## [Task inputs]
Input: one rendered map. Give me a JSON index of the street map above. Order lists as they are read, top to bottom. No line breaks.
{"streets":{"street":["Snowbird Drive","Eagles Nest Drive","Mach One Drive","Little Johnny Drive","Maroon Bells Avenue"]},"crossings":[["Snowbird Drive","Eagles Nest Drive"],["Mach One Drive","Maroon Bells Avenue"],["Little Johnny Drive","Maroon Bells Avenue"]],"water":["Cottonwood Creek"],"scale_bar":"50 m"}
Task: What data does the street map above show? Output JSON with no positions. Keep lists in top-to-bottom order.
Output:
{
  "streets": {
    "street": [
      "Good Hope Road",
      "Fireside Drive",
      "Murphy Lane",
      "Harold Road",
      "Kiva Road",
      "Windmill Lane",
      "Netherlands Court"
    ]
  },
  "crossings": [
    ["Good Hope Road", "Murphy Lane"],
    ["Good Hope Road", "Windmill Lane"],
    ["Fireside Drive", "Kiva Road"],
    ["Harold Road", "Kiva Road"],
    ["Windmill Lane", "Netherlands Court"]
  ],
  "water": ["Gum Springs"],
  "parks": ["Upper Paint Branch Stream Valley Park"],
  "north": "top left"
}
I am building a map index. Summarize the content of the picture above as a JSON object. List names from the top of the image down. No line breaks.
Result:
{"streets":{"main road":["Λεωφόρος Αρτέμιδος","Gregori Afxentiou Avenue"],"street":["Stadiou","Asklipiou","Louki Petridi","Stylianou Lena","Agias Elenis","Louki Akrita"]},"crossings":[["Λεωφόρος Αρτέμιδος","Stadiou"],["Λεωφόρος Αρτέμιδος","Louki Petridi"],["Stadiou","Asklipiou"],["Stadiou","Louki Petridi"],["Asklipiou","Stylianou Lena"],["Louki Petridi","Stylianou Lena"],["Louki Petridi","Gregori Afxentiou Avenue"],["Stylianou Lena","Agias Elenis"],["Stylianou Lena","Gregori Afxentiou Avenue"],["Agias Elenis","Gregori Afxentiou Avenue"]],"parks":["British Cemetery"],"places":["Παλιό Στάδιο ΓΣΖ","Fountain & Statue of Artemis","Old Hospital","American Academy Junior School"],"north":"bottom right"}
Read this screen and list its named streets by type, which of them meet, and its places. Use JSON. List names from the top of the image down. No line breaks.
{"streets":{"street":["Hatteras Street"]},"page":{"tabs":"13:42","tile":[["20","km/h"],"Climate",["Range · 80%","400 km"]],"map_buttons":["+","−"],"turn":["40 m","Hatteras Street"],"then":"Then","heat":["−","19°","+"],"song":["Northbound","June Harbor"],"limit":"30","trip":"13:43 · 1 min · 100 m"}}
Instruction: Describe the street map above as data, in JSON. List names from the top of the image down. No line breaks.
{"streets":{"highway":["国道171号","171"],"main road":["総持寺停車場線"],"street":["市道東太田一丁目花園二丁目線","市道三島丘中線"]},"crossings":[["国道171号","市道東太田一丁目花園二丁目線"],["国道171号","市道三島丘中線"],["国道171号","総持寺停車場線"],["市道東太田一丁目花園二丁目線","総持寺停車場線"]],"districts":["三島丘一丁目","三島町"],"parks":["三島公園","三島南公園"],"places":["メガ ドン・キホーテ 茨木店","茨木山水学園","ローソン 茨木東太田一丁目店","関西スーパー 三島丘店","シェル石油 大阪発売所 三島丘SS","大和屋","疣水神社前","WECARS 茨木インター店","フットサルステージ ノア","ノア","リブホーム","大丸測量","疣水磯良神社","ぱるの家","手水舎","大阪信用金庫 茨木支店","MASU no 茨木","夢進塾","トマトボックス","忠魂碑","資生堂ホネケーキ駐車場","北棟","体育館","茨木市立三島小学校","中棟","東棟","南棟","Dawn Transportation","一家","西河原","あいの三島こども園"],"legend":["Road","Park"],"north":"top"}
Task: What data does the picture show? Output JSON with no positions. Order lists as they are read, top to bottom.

## [Task item]
Every line of the listing must be written out again exactly.

## [Reply]
Input: one rendered map. Give me a JSON index of the street map above. Order lists as they are read, top to bottom. No line breaks.
{"streets":{"street":["Snowbird Drive","Eagles Nest Drive","Mach One Drive","Little Johnny Drive","Maroon Bells Avenue"]},"crossings":[["Snowbird Drive","Eagles Nest Drive"],["Mach One Drive","Maroon Bells Avenue"],["Little Johnny Drive","Maroon Bells Avenue"]],"water":["Cottonwood Creek"],"scale_bar":"50 m"}
Task: What data does the street map above show? Output JSON with no positions. Keep lists in top-to-bottom order.
Output:
{
  "streets": {
    "street": [
      "Good Hope Road",
      "Fireside Drive",
      "Murphy Lane",
      "Harold Road",
      "Kiva Road",
      "Windmill Lane",
      "Netherlands Court"
    ]
  },
  "crossings": [
    ["Good Hope Road", "Murphy Lane"],
    ["Good Hope Road", "Windmill Lane"],
    ["Fireside Drive", "Kiva Road"],
    ["Harold Road", "Kiva Road"],
    ["Windmill Lane", "Netherlands Court"]
  ],
  "water": ["Gum Springs"],
  "parks": ["Upper Paint Branch Stream Valley Park"],
  "north": "top left"
}
I am building a map index. Summarize the content of the picture above as a JSON object. List names from the top of the image down. No line breaks.
Result:
{"streets":{"main road":["Λεωφόρος Αρτέμιδος","Gregori Afxentiou Avenue"],"street":["Stadiou","Asklipiou","Louki Petridi","Stylianou Lena","Agias Elenis","Louki Akrita"]},"crossings":[["Λεωφόρος Αρτέμιδος","Stadiou"],["Λεωφόρος Αρτέμιδος","Louki Petridi"],["Stadiou","Asklipiou"],["Stadiou","Louki Petridi"],["Asklipiou","Stylianou Lena"],["Louki Petridi","Stylianou Lena"],["Louki Petridi","Gregori Afxentiou Avenue"],["Stylianou Lena","Agias Elenis"],["Stylianou Lena","Gregori Afxentiou Avenue"],["Agias Elenis","Gregori Afxentiou Avenue"]],"parks":["British Cemetery"],"places":["Παλιό Στάδιο ΓΣΖ","Fountain & Statue of Artemis","Old Hospital","American Academy Junior School"],"north":"bottom right"}
Read this screen and list its named streets by type, which of them meet, and its places. Use JSON. List names from the top of the image down. No line breaks.
{"streets":{"street":["Hatteras Street"]},"page":{"tabs":"13:42","tile":[["20","km/h"],"Climate",["Range · 80%","400 km"]],"map_buttons":["+","−"],"turn":["40 m","Hatteras Street"],"then":"Then","heat":["−","19°","+"],"song":["Northbound","June Harbor"],"limit":"30","trip":"13:43 · 1 min · 100 m"}}
Instruction: Describe the street map above as data, in JSON. List names from the top of the image down. No line breaks.
{"streets":{"highway":["国道171号","171"],"main road":["総持寺停車場線"],"street":["市道東太田一丁目花園二丁目線","市道三島丘中線"]},"crossings":[["国道171号","市道東太田一丁目花園二丁目線"],["国道171号","市道三島丘中線"],["国道171号","総持寺停車場線"],["市道東太田一丁目花園二丁目線","総持寺停車場線"]],"districts":["三島丘一丁目","三島町"],"parks":["三島公園","三島南公園"],"places":["メガ ドン・キホーテ 茨木店","茨木山水学園","ローソン 茨木東太田一丁目店","関西スーパー 三島丘店","シェル石油 大阪発売所 三島丘SS","大和屋","疣水神社前","WECARS 茨木インター店","フットサルステージ ノア","ノア","リブホーム","大丸測量","疣水磯良神社","ぱるの家","手水舎","大阪信用金庫 茨木支店","MASU no 茨木","夢進塾","トマトボックス","忠魂碑","資生堂ホネケーキ駐車場","北棟","体育館","茨木市立三島小学校","中棟","東棟","南棟","Dawn Transportation","一家","西河原","あいの三島こども園"],"legend":["Road","Park"],"north":"top"}
Task: What data does the picture show? Output JSON with no positions. Order lists as they are read, top to bottom.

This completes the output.